Sure, flat screen TVs use less electricity than their outdated ancestors. But here’s some sobering news: today’s energy-efficient boob tubes contain a whole lot of heavy metals and in the U.S. alone, an estimated 70% of heavy metals in landfills comes from discarded electronics. That brand new flat screen of TV in your living room is going to wind up somewhere in ten or fifteen years, and chances are, it’s going to be leaching heavy metals into the groundwater.
Tel Aviv University would like you to know they have a solution to the problem of heavy metals in flat screen TVs. It’s the application of a discovery in nanotechnology which uses self-assembled peptide nanotubes, eliminating the need for heavy metals in the optics and electronics industry. Researchers Nadav Amdursky and Prof. Gil Rosenman of Tel Aviv University’s Department of Electrical Engineering believe that their technology could not only make flat screen TV production green, it could even make medical equipment, such as subcutaneous ultrasound devices, more sensitive.
This “TV in a test tube” technology was inspired by a biomaterial involved in Alzheimer’s disease research discovered by Prof. Ehud Gazit of the university’s Department of Microbiology and Biotechnology. Applying the scientific disciplines of both biology and physics, scientists there developed a new biological nanomaterial that forms the basis for this new, environmentally-friendly variety of light-emitting diode (LED).
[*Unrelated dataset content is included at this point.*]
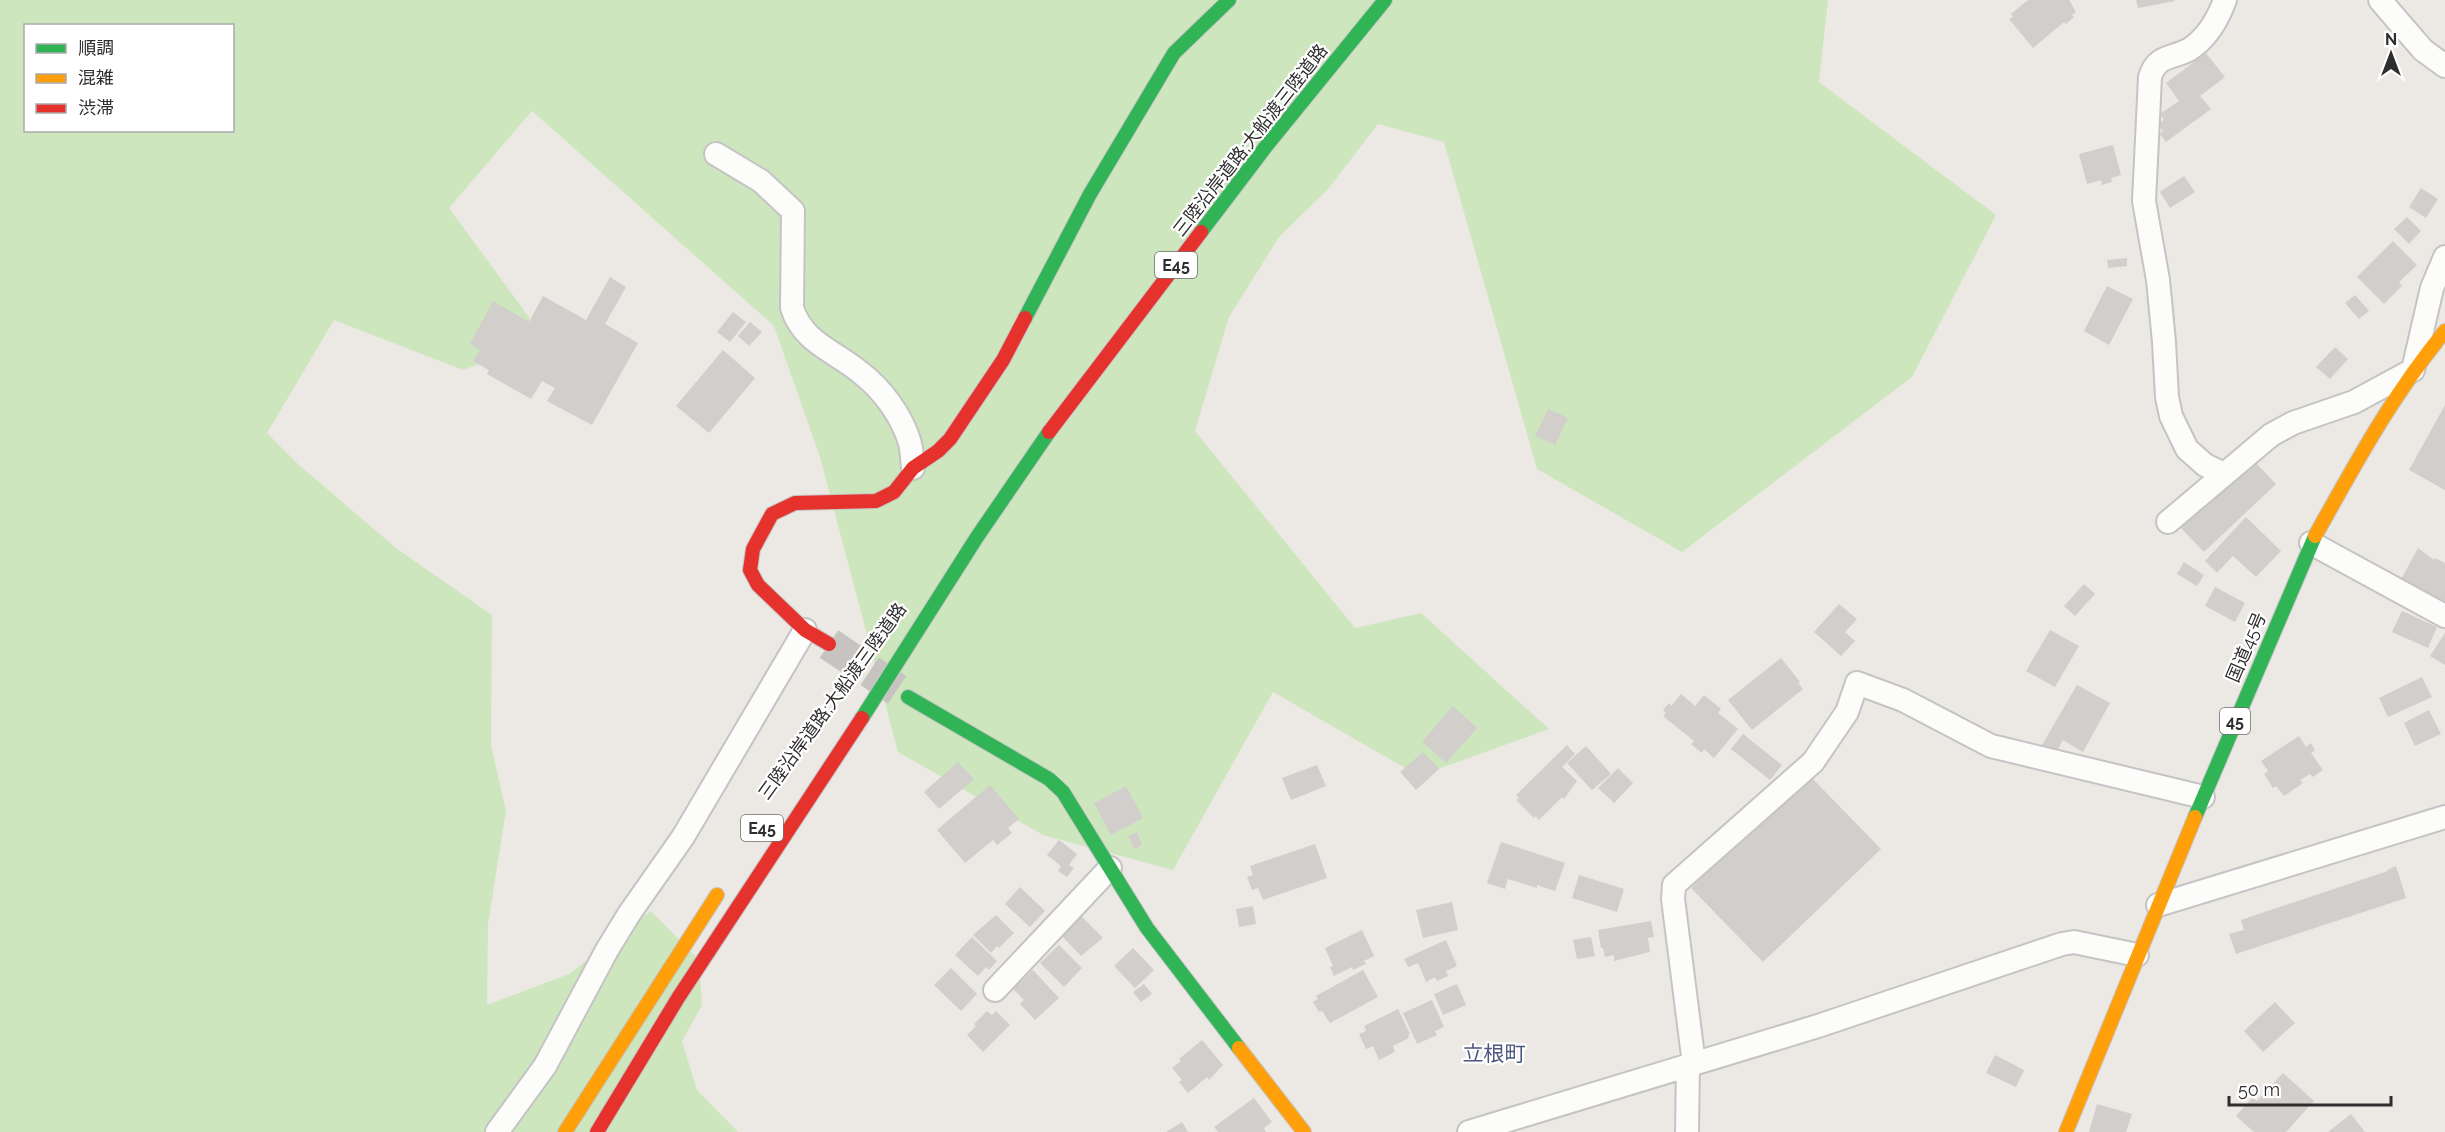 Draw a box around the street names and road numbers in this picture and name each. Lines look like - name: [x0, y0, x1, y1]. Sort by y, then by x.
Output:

“We are growing our own light sources,” says Amdursky, a doctoral student working under Prof. Rosenman’s supervision, in a statement. Not only that, but their own transmission devices also, as these organic LEDs generate more than light–they also generate a strong signal that can be used in other applications in the nano-world of motors, actuators and ultrasounds.These organic nano-lightsticks are made from carbon, making them cheap as well as environmentally friendly; the team from the University of Tel Aviv recently applied for a patent on this new technology.